Consider the following options to increase the security posture of your AWS Transfer Family server:

  • Use a VPC endpoint with internal access, so that the server is accessible only to clients within your VPC or VPC-connected environments such as an on-premises data center over AWS Direct Connect or VPN.

  • To allow clients to access the endpoint over the internet and protect your server, use a VPC endpoint with internet-facing access. Then, modify the VPC's security groups to allow traffic only from certain IP addresses that host your users' clients.

  • If you require password-based authentication and you use a custom identity provider with your server, it's a best practice that your password policy prevents users from creating weak passwords and limits the number of failed login attempts.

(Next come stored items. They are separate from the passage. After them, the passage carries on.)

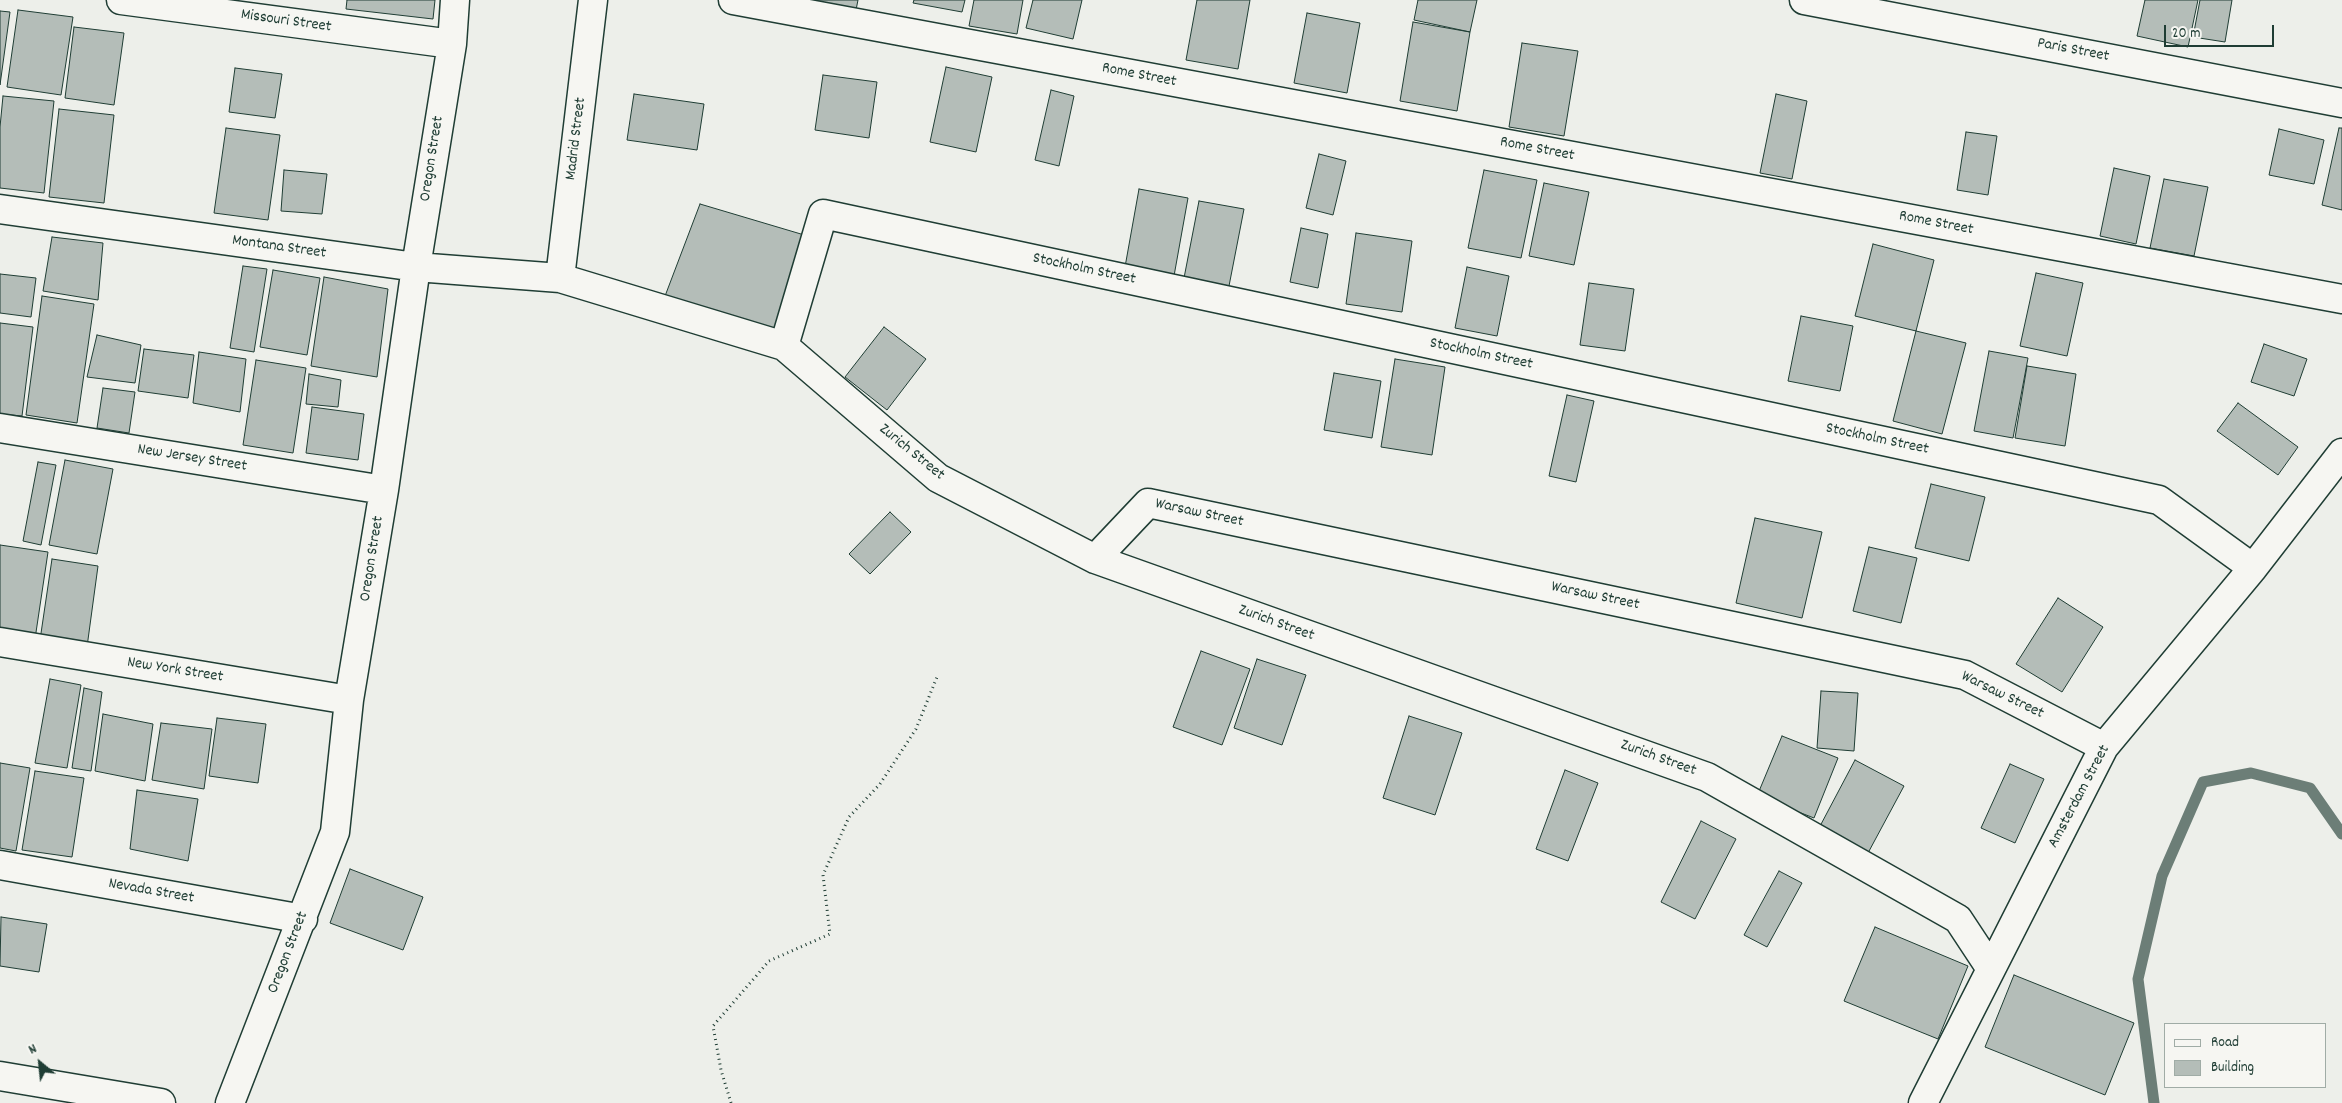 <!DOCTYPE html>
<html>
<head>
<meta charset="utf-8">
<style>
	body { margin:0 }
	#map { position:relative; width:2342px; height:1103px; overflow:hidden; background:#edefea; font-family:Dekko,sans-serif }
	canvas { display:block }
	.legend { position:absolute; left:2164px; top:1023px; width:162px; height:65px; box-sizing:border-box; background:#f6f6f2; border:1px solid #a0aca6; margin:0; padding:6px 9px; list-style:none; font-size:15px; color:#1f3d34 }
	.legend li { display:flex; align-items:center; gap:10px; height:25px }
	.legend b { width:25px; border:1px solid #a0aca6 }
	.north { position:absolute; left:15px; top:1038px; width:50px; height:50px; -webkit-text-stroke:4px #f6f6f2; paint-order:stroke; rotate:332deg; font-size:14px; font-weight:700; line-height:20px; text-align:center; color:#1f3d34 }
	.north::after { content:''; display:block; margin:auto; width:18px; height:22px; background:#1f3d34; clip-path:polygon(50% 0,100% 100%,50% 72%,0 100%) }
	.scale { position:absolute; left:2164px; top:25px; width:110px; height:22px; box-sizing:border-box; border:2px solid #1f3d34; border-top:0; padding-left:6px; font-size:15px; line-height:18px; white-space:nowrap; color:#1f3d34; -webkit-text-stroke:4px #f6f6f2; paint-order:stroke }
</style>
</head>
<body>
<div id="map">
<canvas width="2342" height="1103"></canvas>
<ul class="legend">
<li><b style="height:6px;background:#f6f6f2"></b>Road</li>
<li><b style="height:14px;background:#b4bdb8"></b>Building</li>
</ul>
<div class="north">N</div>
<div class="scale">20 m</div>
</div>
<script>
const g = document.querySelector('canvas').getContext('2d');
g.lineJoin = 'round';
const toPath = rows => new Path2D(rows.map(r => 'M' + r).join(''));
function strokePath(path, color, width, dash) { g.strokeStyle = color; g.lineWidth = width; g.lineCap = dash ? 'butt' : 'round'; g.setLineDash(dash || []); g.stroke(path); }
function paint(path, color) { g.fillStyle = color; g.fill(path, 'evenodd'); }
function write(font, color, halo, rows, align = 'center') {
  g.font = font + ' Dekko,sans-serif'; g.lineWidth = 4; g.setLineDash([]); g.textBaseline = 'middle'; g.strokeStyle = halo; g.fillStyle = color; for (const [text, x, y, turn = 0] of rows) {
    g.save(); g.translate(x, y); g.rotate((+turn || 0) * Math.PI / 180); g.textAlign = isNaN(turn) ? turn : align; if (halo) g.strokeText(text, 0, 0); g.fillText(text, 0, 0); g.restore();
  }
}
const stream = toPath([
	[2154,1103,2138,979,2162,876,2203,782,2251,773,2310,788,2342,834]
]);
const building = toPath([
	[347,0,435,0,433,19,346,9,347,0],
	[803,0,858,0,856,10,803,0],
	[914,0,965,0,962,12,913,3,914,0],
	[974,0,1023,0,1017,34,969,26,974,0],
	[1033,0,1082,0,1073,39,1026,28,1033,0],
	[1197,0,1250,0,1238,69,1186,60,1197,0],
	[1418,0,1477,0,1470,32,1414,20,1418,0],
	[2145,0,2198,0,2188,47,2137,36,2145,0],
	[2200,0,2232,0,2225,42,2193,37,2200,0],
	[18,10,73,17,61,95,7,87,18,10],
	[0,11,10,12,0,85,0,11],
	[1307,13,1360,23,1347,93,1294,83,1307,13],
	[1413,22,1470,32,1457,111,1400,101,1413,22],
	[74,27,124,33,114,105,65,98,74,27],
	[1522,43,1578,51,1564,136,1509,127,1522,43],
	[946,67,992,77,976,152,930,142,946,67],
	[235,68,282,74,275,118,229,112,235,68],
	[823,75,877,82,869,138,815,130,823,75],
	[1051,90,1074,96,1059,166,1035,160,1051,90],
	[634,94,704,104,697,150,627,140,634,94],
	[1776,94,1807,101,1792,179,1760,173,1776,94],
	[3,96,54,101,44,193,0,188,0,127,3,96],
	[59,109,114,115,104,203,49,197,59,109],
	[226,128,280,135,268,220,214,213,226,128],
	[2339,128,2342,128,2342,210,2322,205,2339,128],
	[2279,129,2324,140,2314,184,2269,175,2279,129],
	[1966,132,1997,136,1988,195,1957,190,1966,132],
	[1319,154,1346,161,1333,215,1306,208,1319,154],
	[2114,168,2150,176,2136,244,2100,236,2114,168],
	[284,170,327,174,322,214,281,211,284,170],
	[1484,170,1537,180,1521,258,1468,248,1484,170],
	[2164,179,2208,187,2194,256,2150,248,2164,179],
	[1544,183,1589,192,1574,265,1529,256,1544,183],
	[1139,189,1188,198,1174,276,1125,267,1139,189],
	[1199,201,1244,209,1229,286,1184,278,1199,201],
	[700,204,811,237,780,340,662,304,700,204],
	[1301,228,1328,234,1318,288,1290,282,1301,228],
	[1356,233,1412,241,1402,312,1346,304,1356,233],
	[52,237,103,243,98,300,43,291,52,237],
	[1873,244,1934,260,1916,331,1855,316,1873,244],
	[243,266,267,269,254,352,230,348,243,266],
	[1467,267,1509,276,1497,336,1455,328,1467,267],
	[273,270,320,278,307,355,260,347,273,270],
	[2036,273,2083,283,2067,356,2020,346,2036,273],
	[0,274,36,278,31,317,0,313,0,274],
	[324,277,388,289,377,377,311,366,324,277],
	[1589,283,1634,289,1625,351,1580,345,1589,283],
	[42,296,94,304,77,423,26,415,42,296],
	[1801,316,1853,326,1840,391,1788,381,1801,316],
	[0,323,33,327,22,416,0,414,0,323],
	[884,327,926,359,887,410,845,377,884,327],
	[1916,331,1966,343,1942,434,1893,421,1916,331],
	[97,335,141,345,135,383,87,377,97,335],
	[2264,344,2307,359,2294,396,2251,382,2264,344],
	[144,349,194,355,188,398,138,391,144,349],
	[1989,351,2028,358,2013,438,1974,431,1989,351],
	[199,352,246,359,240,412,193,403,199,352],
	[1395,359,1445,367,1432,455,1381,447,1395,359],
	[256,360,306,368,293,453,243,445,256,360],
	[2027,366,2076,374,2065,446,2015,438,2027,366],
	[1334,373,1381,381,1372,438,1324,430,1334,373],
	[309,374,341,380,338,407,306,404,309,374],
	[103,388,135,392,129,433,97,428,103,388],
	[1567,395,1594,401,1576,482,1549,476,1567,395],
	[2238,403,2298,447,2278,475,2217,431,2238,403],
	[312,407,364,414,358,460,306,453,312,407],
	[65,460,113,469,97,554,49,545,65,460],
	[38,462,56,465,41,545,23,541,38,462],
	[1931,484,1985,497,1969,561,1915,548,1931,484],
	[890,512,911,532,870,574,849,554,890,512],
	[1755,518,1822,532,1802,618,1736,603,1755,518],
	[0,545,48,552,35,639,0,634,0,545],
	[1869,547,1917,558,1901,623,1853,611,1869,547],
	[52,559,98,566,87,647,40,640,52,559],
	[2058,598,2103,627,2062,692,2016,664,2058,598],
	[1201,651,1250,669,1222,745,1173,727,1201,651],
	[1257,659,1306,675,1282,745,1234,728,1257,659],
	[50,679,81,685,67,768,35,763,50,679],
	[84,688,102,692,91,771,72,768,84,688],
	[1821,691,1858,693,1854,751,1817,748,1821,691],
	[103,714,153,724,145,781,95,771,103,714],
	[1409,716,1462,733,1435,815,1383,798,1409,716],
	[217,718,266,724,258,783,209,776,217,718],
	[161,723,212,729,204,789,152,780,161,723],
	[1782,736,1838,758,1814,818,1757,796,1782,736],
	[1855,760,1904,786,1868,853,1819,828,1855,760],
	[0,763,30,768,16,851,0,848,0,763],
	[2010,764,2044,779,2015,843,1981,828,2010,764],
	[1565,770,1598,783,1568,861,1536,849,1565,770],
	[35,771,84,778,72,857,22,850,35,771],
	[137,790,198,799,188,861,130,849,137,790],
	[1701,821,1736,839,1695,919,1661,902,1701,821],
	[350,869,423,897,403,950,330,923,350,869],
	[1779,871,1802,883,1767,947,1744,935,1779,871],
	[1,917,47,924,39,972,0,966,1,917],
	[1875,927,1968,966,1938,1039,1844,1001,1875,927],
	[2014,975,2134,1023,2105,1095,1985,1047,2014,975]
]);
const path = toPath([
	[731,1103,721,1070,713,1026,769,961,830,934,823,875,849,817,880,784,916,729,937,677]
]);
const street = toPath([
	[121,0,452,44],
	[733,0,2342,299],
	[1804,0,2342,103],
	[0,209,416,267,560,278,784,346,938,478,1095,559,1707,777,1958,919,1991,969],
	[560,278,593,0],
	[784,346,823,214,2159,500,2253,568],
	[0,428,384,490],
	[1095,559,1148,503,1965,675,2104,747],
	[0,642,349,700],
	[0,865,303,919],
	[0,1076,161,1103],
	[230,1103,335,832,349,700,384,490,416,267,452,44,455,0],
	[1923,1103,2104,747,2253,568,2342,453]
]);
const streetNames = [
	["Missouri Street",286,22,8],
	["Paris Street",2073,51,11],
	["Rome Street",1139,76,11],
	["Madrid Street",577,139,-83],
	["Rome Street",1537,150,11],
	["Oregon Street",433,159,-81],
	["Rome Street",1936,224,11],
	["Montana Street",279,248,8],
	["Stockholm Street",1084,270,12],
	["Stockholm Street",1481,355,12],
	["Stockholm Street",1877,440,12],
	["Zurich Street",911,453,39],
	["New Jersey Street",192,459,9],
	["Warsaw Street",1199,514,12],
	["Oregon Street",373,559,-81],
	["Warsaw Street",1595,597,12],
	["Zurich Street",1276,624,20],
	["New York Street",175,671,9],
	["Warsaw Street",2002,696,26],
	["Zurich Street",1658,759,20],
	["Amsterdam Street",2080,797,-62],
	["Nevada Street",151,892,10],
	["Oregon Street",289,953,-69]
];
strokePath(stream, '#6c7e77', 11);
paint(building, '#b4bdb8');
strokePath(building, '#1f3d34', 1);
strokePath(street, '#1f3d34', 31);
strokePath(path, '#1f3d34', 3, [1, 4]);
strokePath(street, '#f6f6f2', 28);
write('16px', '#1f3d34', '#f6f6f2', streetNames);
</script>
</body>
</html>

  • AWS Transfer Family is a managed service, and so it doesn't provide shell access. You cannot directly access the underlying SFTP server to run OS native commands on Transfer Family servers.

  • Use a Network Load Balancer in front of a VPC endpoint with internal access. Change the listener port on the load balancer from port 22 to a different port. This can reduce, but not eliminate, the risk of port scanners and bots probing your server, because port 22 is most commonly used for scanning. For details, see the blog post Network Load Balancers now support Security groups.

    Note

    If you use a Network Load Balancer, the AWS Transfer Family CloudWatch logs show the IP address for the NLB, rather than the actual client IP address.